▶ _REQUIRED ACTION_: What lines of the material below include the string "they"? Copy all of them.

▶ _INPUT FOR THIS TASK_:
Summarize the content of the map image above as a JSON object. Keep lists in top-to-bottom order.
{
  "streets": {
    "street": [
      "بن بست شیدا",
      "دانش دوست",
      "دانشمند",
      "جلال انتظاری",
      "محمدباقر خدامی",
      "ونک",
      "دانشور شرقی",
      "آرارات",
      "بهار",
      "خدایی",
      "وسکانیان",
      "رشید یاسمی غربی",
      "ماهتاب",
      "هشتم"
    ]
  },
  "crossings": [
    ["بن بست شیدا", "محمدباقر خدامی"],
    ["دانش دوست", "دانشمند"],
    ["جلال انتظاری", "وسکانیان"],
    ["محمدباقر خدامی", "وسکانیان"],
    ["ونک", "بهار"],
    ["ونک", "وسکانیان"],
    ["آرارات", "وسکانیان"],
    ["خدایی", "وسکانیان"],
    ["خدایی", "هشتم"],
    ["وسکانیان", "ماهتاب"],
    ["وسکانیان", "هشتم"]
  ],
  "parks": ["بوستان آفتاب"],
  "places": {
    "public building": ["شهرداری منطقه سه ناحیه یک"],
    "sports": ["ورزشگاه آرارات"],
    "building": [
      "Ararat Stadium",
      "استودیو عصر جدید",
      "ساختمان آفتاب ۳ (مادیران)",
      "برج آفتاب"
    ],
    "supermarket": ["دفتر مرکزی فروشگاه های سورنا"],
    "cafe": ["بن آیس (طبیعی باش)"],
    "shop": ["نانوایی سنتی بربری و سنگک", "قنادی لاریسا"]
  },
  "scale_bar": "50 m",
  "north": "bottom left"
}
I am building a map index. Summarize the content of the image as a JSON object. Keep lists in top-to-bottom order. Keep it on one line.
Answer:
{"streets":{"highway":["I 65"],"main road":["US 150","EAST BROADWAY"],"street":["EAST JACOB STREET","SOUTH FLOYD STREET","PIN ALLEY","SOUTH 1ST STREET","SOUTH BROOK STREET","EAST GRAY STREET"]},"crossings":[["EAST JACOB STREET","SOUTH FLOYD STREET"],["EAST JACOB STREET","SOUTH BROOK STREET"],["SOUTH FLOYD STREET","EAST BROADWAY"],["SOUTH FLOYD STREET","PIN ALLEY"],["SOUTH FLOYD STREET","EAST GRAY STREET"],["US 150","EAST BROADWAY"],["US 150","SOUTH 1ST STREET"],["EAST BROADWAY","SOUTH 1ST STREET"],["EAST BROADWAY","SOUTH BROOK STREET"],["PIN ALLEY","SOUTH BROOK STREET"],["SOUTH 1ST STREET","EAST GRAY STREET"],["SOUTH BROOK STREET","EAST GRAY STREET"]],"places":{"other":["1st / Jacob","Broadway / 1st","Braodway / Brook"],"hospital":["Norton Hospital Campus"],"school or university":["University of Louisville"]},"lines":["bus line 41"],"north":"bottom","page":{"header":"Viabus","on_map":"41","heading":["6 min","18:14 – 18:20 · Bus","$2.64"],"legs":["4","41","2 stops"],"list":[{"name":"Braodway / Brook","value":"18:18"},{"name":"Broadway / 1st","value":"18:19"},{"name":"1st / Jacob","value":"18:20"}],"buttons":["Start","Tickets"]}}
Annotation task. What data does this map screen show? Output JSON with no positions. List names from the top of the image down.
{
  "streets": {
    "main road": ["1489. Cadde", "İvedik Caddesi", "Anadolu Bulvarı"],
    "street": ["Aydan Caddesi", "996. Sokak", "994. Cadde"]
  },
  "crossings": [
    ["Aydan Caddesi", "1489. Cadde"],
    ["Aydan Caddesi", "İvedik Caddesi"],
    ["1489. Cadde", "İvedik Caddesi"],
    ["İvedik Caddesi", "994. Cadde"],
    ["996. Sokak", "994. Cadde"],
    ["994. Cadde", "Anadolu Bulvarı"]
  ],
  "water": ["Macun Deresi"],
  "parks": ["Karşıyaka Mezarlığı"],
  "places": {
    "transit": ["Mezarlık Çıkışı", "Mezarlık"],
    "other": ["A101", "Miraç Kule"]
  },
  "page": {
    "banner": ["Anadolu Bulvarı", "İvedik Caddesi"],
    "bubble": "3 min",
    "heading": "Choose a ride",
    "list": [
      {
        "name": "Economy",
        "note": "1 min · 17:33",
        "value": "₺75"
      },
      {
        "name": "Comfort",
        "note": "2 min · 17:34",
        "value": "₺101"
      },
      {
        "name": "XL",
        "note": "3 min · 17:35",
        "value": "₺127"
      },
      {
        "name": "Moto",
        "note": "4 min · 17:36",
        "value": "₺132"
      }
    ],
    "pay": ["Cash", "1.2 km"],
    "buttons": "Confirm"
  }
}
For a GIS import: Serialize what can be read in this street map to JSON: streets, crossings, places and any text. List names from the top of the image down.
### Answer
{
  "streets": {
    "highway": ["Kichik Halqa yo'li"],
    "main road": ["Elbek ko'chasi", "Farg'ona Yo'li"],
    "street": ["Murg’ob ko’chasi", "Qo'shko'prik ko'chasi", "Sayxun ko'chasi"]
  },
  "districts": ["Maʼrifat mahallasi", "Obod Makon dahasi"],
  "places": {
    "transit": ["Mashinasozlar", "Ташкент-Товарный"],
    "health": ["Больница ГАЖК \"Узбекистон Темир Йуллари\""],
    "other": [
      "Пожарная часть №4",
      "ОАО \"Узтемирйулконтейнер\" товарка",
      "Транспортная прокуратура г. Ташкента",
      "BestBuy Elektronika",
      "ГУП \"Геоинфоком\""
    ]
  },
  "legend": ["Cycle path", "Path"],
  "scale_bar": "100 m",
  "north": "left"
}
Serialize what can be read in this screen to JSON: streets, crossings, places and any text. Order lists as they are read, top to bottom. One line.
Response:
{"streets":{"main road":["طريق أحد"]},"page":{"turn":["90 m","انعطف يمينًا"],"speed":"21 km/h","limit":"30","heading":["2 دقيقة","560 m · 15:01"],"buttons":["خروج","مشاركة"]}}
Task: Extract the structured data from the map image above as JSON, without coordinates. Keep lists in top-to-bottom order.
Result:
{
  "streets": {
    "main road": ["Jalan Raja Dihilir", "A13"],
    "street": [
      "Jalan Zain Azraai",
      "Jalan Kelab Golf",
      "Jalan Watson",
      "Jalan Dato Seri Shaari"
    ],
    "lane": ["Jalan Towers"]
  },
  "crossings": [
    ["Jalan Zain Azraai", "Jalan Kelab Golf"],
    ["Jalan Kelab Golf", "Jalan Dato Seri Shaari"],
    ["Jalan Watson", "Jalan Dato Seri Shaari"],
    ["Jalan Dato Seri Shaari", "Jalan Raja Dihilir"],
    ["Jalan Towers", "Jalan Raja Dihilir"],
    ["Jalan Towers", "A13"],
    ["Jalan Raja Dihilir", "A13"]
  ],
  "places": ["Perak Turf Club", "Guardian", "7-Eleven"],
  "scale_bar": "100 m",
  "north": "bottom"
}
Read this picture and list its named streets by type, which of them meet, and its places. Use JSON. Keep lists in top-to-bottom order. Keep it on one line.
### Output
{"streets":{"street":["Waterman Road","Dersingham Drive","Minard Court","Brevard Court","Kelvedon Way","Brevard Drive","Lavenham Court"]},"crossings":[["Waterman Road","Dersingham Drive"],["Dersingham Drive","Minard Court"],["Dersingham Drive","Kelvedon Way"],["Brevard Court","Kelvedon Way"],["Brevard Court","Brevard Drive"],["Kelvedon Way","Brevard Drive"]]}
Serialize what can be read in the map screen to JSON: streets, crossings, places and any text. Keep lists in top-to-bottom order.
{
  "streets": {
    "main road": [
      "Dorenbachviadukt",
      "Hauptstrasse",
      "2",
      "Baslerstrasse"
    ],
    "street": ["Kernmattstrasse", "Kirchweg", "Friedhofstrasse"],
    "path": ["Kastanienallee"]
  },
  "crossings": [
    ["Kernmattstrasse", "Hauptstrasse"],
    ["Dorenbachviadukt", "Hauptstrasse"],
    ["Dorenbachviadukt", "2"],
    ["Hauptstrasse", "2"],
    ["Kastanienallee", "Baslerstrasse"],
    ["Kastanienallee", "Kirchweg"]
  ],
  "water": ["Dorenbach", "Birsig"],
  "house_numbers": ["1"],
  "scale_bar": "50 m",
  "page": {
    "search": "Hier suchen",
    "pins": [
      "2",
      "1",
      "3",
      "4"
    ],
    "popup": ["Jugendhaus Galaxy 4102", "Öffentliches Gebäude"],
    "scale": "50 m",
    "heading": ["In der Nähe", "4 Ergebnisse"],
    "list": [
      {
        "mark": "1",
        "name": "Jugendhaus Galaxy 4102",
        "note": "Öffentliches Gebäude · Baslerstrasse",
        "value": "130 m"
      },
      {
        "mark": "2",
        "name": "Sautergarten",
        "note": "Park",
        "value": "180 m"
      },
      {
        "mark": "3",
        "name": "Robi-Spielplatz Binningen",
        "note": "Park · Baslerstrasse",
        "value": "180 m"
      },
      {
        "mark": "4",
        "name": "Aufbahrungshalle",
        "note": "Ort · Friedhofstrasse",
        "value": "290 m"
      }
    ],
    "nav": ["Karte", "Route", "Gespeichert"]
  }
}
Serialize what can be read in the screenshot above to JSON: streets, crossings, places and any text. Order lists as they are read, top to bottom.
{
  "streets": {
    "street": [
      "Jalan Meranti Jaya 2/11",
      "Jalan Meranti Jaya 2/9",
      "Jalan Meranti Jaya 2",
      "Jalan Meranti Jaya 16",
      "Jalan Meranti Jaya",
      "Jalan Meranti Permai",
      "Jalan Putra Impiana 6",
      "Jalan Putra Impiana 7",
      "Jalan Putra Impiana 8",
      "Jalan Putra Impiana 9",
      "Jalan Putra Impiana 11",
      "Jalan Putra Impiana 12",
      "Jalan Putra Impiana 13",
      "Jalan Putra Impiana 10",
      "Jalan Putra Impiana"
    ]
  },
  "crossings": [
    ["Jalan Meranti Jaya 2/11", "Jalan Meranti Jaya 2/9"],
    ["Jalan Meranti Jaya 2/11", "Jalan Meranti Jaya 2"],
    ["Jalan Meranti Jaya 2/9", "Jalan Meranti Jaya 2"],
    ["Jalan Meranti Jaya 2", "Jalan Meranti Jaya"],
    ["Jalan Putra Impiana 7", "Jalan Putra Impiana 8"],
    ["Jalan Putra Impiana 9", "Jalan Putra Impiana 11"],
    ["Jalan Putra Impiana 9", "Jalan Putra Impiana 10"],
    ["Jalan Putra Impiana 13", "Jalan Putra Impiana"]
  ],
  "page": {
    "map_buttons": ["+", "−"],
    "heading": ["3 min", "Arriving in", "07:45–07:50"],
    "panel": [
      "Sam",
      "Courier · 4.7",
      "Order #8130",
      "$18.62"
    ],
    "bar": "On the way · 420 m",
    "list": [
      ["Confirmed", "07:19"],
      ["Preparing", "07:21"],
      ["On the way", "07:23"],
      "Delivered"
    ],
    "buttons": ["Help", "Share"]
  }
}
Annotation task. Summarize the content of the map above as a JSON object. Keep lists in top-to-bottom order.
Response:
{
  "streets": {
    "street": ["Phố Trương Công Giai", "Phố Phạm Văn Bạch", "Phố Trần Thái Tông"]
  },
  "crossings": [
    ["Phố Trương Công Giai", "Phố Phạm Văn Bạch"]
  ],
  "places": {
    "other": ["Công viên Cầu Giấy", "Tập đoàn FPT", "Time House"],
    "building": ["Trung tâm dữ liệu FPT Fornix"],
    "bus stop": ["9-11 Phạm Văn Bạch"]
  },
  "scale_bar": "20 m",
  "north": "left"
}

▶ _RESULT BELOW_:
Serialize what can be read in this screen to JSON: streets, crossings, places and any text. Order lists as they are read, top to bottom. One line.
Serialize what can be read in the screenshot above to JSON: streets, crossings, places and any text. Order lists as they are read, top to bottom.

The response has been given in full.